• _TASK ITEM_: Up to and including the line that holds "filter:drop-shadow(1px 0 #cdcbc6)", copy every line of the records below exactly, starting at the first; leave pictures out.

• _Collected data_:

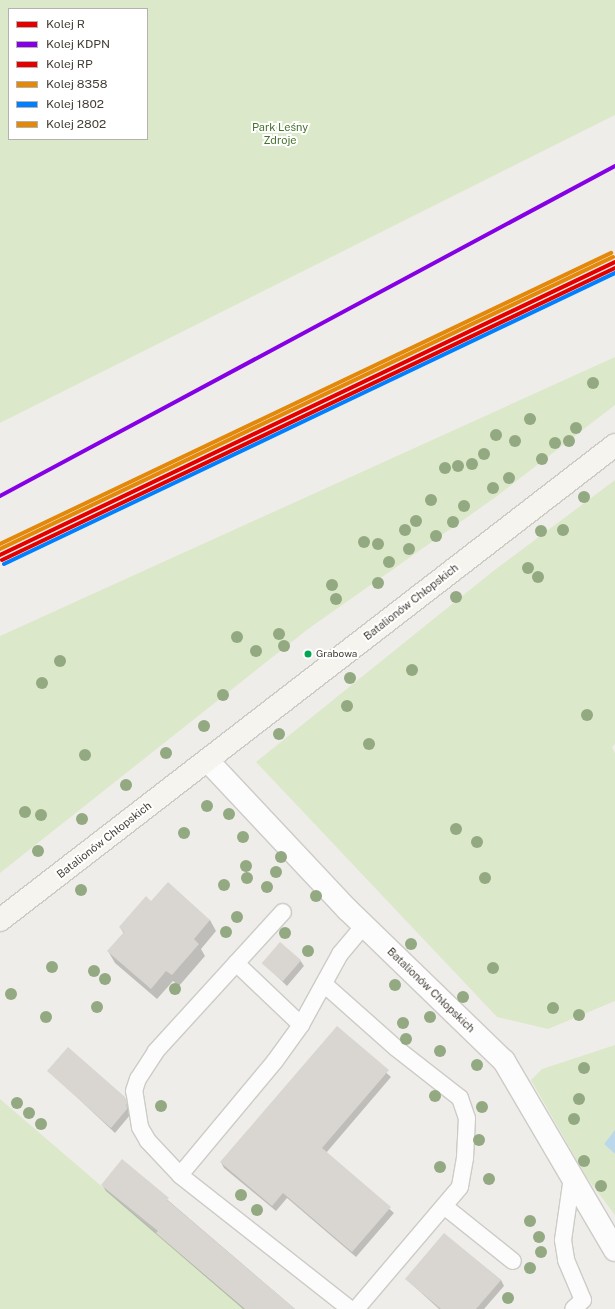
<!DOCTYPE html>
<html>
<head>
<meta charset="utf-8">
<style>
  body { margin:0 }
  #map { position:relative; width:615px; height:1309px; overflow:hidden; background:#efede9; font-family:"Public Sans",sans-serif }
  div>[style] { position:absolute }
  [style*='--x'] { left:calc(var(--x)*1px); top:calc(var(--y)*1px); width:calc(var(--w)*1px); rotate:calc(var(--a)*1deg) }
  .green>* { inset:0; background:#dce8ca }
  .water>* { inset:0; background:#bbd8ea }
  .shadow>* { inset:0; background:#0003 }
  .building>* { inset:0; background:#d9d6d1; transform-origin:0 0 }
  .roads { filter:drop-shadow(1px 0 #cdcbc6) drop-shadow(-1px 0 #cdcbc6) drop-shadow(0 1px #cdcbc6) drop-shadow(0 -1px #cdcbc6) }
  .lane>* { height:16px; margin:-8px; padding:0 8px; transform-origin:8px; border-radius:8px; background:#fdfcfc }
  .street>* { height:22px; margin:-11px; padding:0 11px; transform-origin:11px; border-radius:11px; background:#fdfcfc }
  .secondary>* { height:22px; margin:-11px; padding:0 11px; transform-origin:11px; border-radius:11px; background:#f5f4ef }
  .rail-1>* { height:4px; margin:-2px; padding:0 2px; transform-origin:2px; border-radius:2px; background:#e50000 }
  .rail-2>* { height:4px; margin:-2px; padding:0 2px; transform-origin:2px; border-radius:2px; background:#8500e5 }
  .rail-3>* { height:4px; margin:-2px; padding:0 2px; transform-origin:2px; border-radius:2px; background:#e50000 }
  .rail-4>* { height:4px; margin:-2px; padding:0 2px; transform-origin:2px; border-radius:2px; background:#e38808 }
  .rail-5>* { height:4px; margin:-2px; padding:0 2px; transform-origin:2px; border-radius:2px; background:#0080ff }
  .rail-6>* { height:4px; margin:-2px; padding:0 2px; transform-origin:2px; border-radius:2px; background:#e38808 }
  .trees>* { width:12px; height:12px; margin:-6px; border-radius:50%; background:#93a982 }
  .dots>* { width:11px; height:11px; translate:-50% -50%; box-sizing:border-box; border:2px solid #fff; border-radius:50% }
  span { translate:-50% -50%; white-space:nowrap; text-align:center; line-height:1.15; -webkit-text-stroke:4px #fff; paint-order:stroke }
  .bus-label { font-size:10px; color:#443e36 }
  .left { translate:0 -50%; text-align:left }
  .park-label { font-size:11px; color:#47722d }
  .street-label { font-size:11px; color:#443e36 }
  .legend { position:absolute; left:8px; top:8px; width:140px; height:132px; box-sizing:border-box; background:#fff; border:1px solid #b4b2af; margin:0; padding:5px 7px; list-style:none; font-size:12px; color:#443e36 }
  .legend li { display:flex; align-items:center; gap:8px; height:20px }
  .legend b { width:20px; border:1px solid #b4b2af }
</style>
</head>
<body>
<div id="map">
  <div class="green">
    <i style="clip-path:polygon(evenodd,0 0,615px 0,615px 115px,0 423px,0 0,9px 9px,147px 9px,147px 139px,9px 139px,9px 9px)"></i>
    <i style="clip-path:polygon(615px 357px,615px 405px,493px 499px,308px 629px,0 873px,0 636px)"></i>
    <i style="clip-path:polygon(615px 480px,615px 744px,612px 747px,615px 753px,615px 1001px,548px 1029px,497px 1017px,256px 762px,492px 572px)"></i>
    <i style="clip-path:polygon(615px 1045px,615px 1131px,604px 1144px,615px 1154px,615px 1215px,587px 1178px,531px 1080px,542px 1069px)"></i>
    <i style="clip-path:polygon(0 1099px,156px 1233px,245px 1309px,0 1309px)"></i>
  </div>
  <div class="water">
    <i style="clip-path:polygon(615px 1130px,615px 1154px,604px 1144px)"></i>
  </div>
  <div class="shadow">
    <i style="clip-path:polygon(151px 902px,210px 920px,216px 931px,201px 949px,205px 956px,179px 986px,173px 981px,157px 999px,115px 963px,108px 951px,124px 934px,120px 927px)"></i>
    <i style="clip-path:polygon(300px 960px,304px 966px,287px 986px,263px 963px)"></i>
    <i style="clip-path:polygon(337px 1027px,391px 1077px,326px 1153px,394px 1213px,356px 1257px,287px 1198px,276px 1211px,224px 1168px,221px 1162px)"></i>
    <i style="clip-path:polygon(49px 1071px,125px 1098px,130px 1115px,115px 1133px)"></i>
    <i style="clip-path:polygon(122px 1161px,295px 1309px,243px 1309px,106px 1191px,102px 1185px)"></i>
    <i style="clip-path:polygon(444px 1234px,501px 1280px,504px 1286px,484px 1309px,439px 1309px,406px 1279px)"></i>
  </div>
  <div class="building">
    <i style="clip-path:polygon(168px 882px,210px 920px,194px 939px,199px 944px,172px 975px,166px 971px,151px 989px,107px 951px,124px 932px,119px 927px,146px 896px,151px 901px)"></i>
    <i style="left:280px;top:942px;width:28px;height:28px;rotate:41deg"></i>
    <i style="clip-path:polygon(337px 1026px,389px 1070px,322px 1148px,391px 1207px,352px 1252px,283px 1193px,272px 1206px,220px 1162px)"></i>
    <i style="clip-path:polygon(68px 1047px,125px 1097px,127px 1109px,111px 1128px,47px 1071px)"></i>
    <i style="clip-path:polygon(122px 1159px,169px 1198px,167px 1200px,295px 1309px,245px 1309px,156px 1233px,158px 1231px,101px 1185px)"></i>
    <i style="clip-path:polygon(444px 1233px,501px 1280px,476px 1309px,441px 1309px,405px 1279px)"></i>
  </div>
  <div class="roads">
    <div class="lane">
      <i style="--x:236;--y:963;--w:90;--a:43.6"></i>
      <i style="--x:324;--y:984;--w:96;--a:41.6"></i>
      <i style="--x:396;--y:1048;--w:81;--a:38"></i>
      <i style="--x:460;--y:1098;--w:21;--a:71"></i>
      <i style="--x:467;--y:1118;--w:40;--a:92.9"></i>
      <i style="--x:465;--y:1158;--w:29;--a:100"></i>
      <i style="--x:460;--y:1187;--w:160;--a:130.4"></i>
      <i style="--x:180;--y:1175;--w:47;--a:-133.3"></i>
      <i style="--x:148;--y:1141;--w:16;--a:-120"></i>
      <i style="--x:140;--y:1127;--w:36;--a:-99"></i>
      <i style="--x:134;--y:1091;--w:13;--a:-72"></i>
      <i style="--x:138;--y:1079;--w:33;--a:-57"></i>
      <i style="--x:156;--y:1051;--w:188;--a:-47.6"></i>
      <i style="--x:572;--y:1177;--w:64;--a:98.1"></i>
      <i style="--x:563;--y:1240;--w:20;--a:81"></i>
      <i style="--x:566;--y:1260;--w:43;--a:67"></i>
      <i style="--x:583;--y:1300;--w:13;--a:138"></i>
      <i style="--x:444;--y:1206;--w:88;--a:38.6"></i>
      <i style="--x:350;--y:1309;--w:216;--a:-141.8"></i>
      <i style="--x:180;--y:1175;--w:148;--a:-50.2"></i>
      <i style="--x:275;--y:1061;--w:44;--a:-54.2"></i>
      <i style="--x:301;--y:1025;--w:81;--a:-61.2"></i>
      <i style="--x:340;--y:954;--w:38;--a:-50"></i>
    </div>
    <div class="street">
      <i style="--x:207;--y:760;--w:206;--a:46.8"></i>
      <i style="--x:348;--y:910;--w:217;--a:44.1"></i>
      <i style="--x:504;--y:1061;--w:219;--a:59.6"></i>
    </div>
    <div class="secondary">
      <i style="--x:0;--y:920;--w:777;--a:-37.68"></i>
    </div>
  </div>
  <div class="rail-1">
    <i style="--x:0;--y:555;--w:681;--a:-25.47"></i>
  </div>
  <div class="rail-2">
    <i style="--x:0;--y:496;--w:698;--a:-28.22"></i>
  </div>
  <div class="rail-3">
    <i style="--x:2;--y:560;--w:679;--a:-25.47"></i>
  </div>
  <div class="rail-4">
    <i style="--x:0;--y:549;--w:679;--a:-25.47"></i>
  </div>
  <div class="rail-5">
    <i style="--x:4;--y:564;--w:677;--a:-25.47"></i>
  </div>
  <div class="rail-6">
    <i style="--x:0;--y:544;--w:677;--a:-25.47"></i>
  </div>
  <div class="trees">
    <i style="left:593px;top:383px"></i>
    <i style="left:530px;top:419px"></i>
    <i style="left:576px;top:428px"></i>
    <i style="left:496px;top:435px"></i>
    <i style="left:515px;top:441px"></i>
    <i style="left:569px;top:441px"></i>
    <i style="left:555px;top:443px"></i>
    <i style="left:484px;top:454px"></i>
    <i style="left:542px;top:459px"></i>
    <i style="left:472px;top:464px"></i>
    <i style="left:458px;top:466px"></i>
    <i style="left:445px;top:468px"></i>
    <i style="left:509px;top:478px"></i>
    <i style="left:493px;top:488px"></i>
    <i style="left:584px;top:497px"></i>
    <i style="left:431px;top:500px"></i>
    <i style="left:464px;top:506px"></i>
    <i style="left:416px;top:521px"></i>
    <i style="left:453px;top:522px"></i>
    <i style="left:405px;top:530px"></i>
    <i style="left:563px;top:530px"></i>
    <i style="left:541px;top:531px"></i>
    <i style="left:436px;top:536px"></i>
    <i style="left:364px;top:542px"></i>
    <i style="left:378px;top:544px"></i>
    <i style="left:409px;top:549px"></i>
    <i style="left:389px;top:562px"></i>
    <i style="left:528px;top:568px"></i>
    <i style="left:538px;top:577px"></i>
    <i style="left:378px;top:583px"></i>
    <i style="left:332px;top:585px"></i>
    <i style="left:456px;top:597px"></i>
    <i style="left:336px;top:599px"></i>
    <i style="left:279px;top:634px"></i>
    <i style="left:237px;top:637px"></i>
    <i style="left:284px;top:646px"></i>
    <i style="left:256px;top:651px"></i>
    <i style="left:60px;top:661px"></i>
    <i style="left:412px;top:670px"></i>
    <i style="left:350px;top:678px"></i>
    <i style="left:42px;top:683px"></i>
    <i style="left:223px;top:695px"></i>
    <i style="left:347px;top:706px"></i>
    <i style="left:587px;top:715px"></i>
    <i style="left:204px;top:726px"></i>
    <i style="left:279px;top:734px"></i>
    <i style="left:369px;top:744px"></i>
    <i style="left:166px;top:753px"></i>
    <i style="left:85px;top:755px"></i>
    <i style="left:126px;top:785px"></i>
    <i style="left:207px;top:806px"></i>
    <i style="left:25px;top:812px"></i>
    <i style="left:229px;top:814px"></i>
    <i style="left:41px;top:815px"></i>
    <i style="left:82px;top:819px"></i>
    <i style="left:456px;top:829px"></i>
    <i style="left:184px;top:833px"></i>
    <i style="left:243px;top:837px"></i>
    <i style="left:477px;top:842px"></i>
    <i style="left:38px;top:851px"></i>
    <i style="left:281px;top:857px"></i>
    <i style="left:246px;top:866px"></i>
    <i style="left:276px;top:872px"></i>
    <i style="left:247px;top:878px"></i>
    <i style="left:485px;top:878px"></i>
    <i style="left:224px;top:885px"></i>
    <i style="left:267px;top:887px"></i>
    <i style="left:81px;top:890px"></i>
    <i style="left:316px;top:896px"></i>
    <i style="left:237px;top:917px"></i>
    <i style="left:226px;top:932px"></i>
    <i style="left:285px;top:933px"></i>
    <i style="left:411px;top:944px"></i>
    <i style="left:308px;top:951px"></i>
    <i style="left:52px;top:967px"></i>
    <i style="left:493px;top:968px"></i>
    <i style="left:94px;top:971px"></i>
    <i style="left:105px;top:979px"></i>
    <i style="left:395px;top:985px"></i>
    <i style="left:175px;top:989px"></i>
    <i style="left:11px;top:994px"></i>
    <i style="left:463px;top:997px"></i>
    <i style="left:97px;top:1007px"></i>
    <i style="left:553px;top:1008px"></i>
    <i style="left:579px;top:1015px"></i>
    <i style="left:46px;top:1017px"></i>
    <i style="left:430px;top:1017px"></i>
    <i style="left:403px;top:1023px"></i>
    <i style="left:406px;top:1039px"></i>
    <i style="left:440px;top:1051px"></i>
    <i style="left:477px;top:1065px"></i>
    <i style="left:584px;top:1068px"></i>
    <i style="left:435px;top:1096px"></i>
    <i style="left:579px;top:1099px"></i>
    <i style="left:17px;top:1103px"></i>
    <i style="left:161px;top:1106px"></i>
    <i style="left:482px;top:1107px"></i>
    <i style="left:29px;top:1113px"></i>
    <i style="left:574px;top:1119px"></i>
    <i style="left:41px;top:1124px"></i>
    <i style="left:479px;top:1140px"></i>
    <i style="left:584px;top:1161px"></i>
    <i style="left:440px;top:1167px"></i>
    <i style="left:489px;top:1179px"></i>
    <i style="left:601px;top:1186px"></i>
    <i style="left:241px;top:1195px"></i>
    <i style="left:257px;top:1210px"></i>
    <i style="left:530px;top:1221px"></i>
    <i style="left:539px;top:1237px"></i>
    <i style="left:541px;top:1252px"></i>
    <i style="left:530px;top:1268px"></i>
    <i style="left:508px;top:1298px"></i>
  </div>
  <div class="dots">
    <i style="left:308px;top:654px;background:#00a651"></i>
  </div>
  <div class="bus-label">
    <span class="left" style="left:316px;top:654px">Grabowa</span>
  </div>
  <div class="park-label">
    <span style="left:280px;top:134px">Park Leśny<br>Zdroje</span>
  </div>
  <div class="street-label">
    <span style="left:411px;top:602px;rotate:-38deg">Batalionów Chłopskich</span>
    <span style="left:104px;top:840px;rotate:-38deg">Batalionów Chłopskich</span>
    <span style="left:431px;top:990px;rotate:44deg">Batalionów Chłopskich</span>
  </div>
  <ul class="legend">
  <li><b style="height:5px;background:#e50000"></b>Kolej R</li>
  <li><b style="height:5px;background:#8500e5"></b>Kolej KDPN</li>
  <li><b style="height:5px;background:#e50000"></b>Kolej RP</li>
  <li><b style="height:5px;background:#e38808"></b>Kolej 8358</li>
  <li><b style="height:5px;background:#0080ff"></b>Kolej 1802</li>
  <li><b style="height:5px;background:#e38808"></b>Kolej 2802</li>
  </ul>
</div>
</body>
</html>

• _COMPLETED EXERCISE_:
<!DOCTYPE html>
<html>
<head>
<meta charset="utf-8">
<style>
  body { margin:0 }
  #map { position:relative; width:615px; height:1309px; overflow:hidden; background:#efede9; font-family:"Public Sans",sans-serif }
  div>[style] { position:absolute }
  [style*='--x'] { left:calc(var(--x)*1px); top:calc(var(--y)*1px); width:calc(var(--w)*1px); rotate:calc(var(--a)*1deg) }
  .green>* { inset:0; background:#dce8ca }
  .water>* { inset:0; background:#bbd8ea }
  .shadow>* { inset:0; background:#0003 }
  .building>* { inset:0; background:#d9d6d1; transform-origin:0 0 }
  .roads { filter:drop-shadow(1px 0 #cdcbc6) drop-shadow(-1px 0 #cdcbc6) drop-shadow(0 1px #cdcbc6) drop-shadow(0 -1px #cdcbc6) }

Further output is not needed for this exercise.